Enabling Efficient and Flexible FPGA Virtualization for Deep Learning in
the Cloud
- URL: http://arxiv.org/abs/2003.12101v1
- Date: Thu, 26 Mar 2020 18:34:11 GMT
- Title: Enabling Efficient and Flexible FPGA Virtualization for Deep Learning in
the Cloud
- Authors: Shulin Zeng, Guohao Dai, Hanbo Sun, Kai Zhong, Guangjun Ge, Kaiyuan
Guo, Yu Wang, Huazhong Yang
- Abstract summary: FPGAs have shown great potential in providing low-latency and energy-efficient solutions for deep neural network (DNN) inference applications.
Currently, the majority of FPGA-based DNN accelerators in the cloud run in a time-division multiplexing way for multiple users sharing a single FPGA, and require re-compilation with $sim$100 s overhead.

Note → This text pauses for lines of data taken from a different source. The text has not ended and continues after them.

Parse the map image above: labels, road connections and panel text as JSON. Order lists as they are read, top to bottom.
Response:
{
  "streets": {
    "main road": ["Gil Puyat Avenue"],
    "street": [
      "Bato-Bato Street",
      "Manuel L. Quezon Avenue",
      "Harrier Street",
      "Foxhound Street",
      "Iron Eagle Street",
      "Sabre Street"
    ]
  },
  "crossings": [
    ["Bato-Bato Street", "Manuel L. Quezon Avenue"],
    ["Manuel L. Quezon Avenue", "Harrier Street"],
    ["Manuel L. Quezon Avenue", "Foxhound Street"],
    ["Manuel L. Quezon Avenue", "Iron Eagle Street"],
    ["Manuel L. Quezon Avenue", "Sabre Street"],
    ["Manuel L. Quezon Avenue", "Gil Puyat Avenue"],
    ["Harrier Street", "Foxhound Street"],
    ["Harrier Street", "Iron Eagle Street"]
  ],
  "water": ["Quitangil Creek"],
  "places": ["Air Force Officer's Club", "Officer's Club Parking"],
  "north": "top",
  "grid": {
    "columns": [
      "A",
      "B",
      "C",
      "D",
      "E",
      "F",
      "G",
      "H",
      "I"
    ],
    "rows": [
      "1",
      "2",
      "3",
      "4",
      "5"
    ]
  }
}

- Score: 13.439004162406063
- License: http://arxiv.org/licenses/nonexclusive-distrib/1.0/
- Abstract: FPGAs have shown great potential in providing low-latency and
energy-efficient solutions for deep neural network (DNN) inference
applications. Currently, the majority of FPGA-based DNN accelerators in the
cloud run in a time-division multiplexing way for multiple users sharing a
single FPGA, and require re-compilation with $\sim$100 s overhead. Such designs
lead to poor isolation and heavy performance loss for multiple users, which are
far away from providing efficient and flexible FPGA virtualization for neither
public nor private cloud scenarios.
To solve these problems, we introduce a novel virtualization framework for
instruction architecture set (ISA) based on DNN accelerators by sharing a
single FPGA. We enable the isolation by introducing a two-level instruction
dispatch module and a multi-core based hardware resources pool. Such designs
provide isolated and runtime-programmable hardware resources, further leading
to performance isolation for multiple users. On the other hand, to overcome the
heavy re-compilation overheads, we propose a tiling-based instruction frame
package design and two-stage static-dynamic compilation. Only the light-weight
runtime information is re-compiled with $\sim$1 ms overhead, thus the
performance is guaranteed for the private cloud. Our extensive experimental
results show that the proposed virtualization design achieves 1.07-1.69x and
1.88-3.12x throughput improvement over previous static designs using the
single-core and the multi-core architectures, respectively.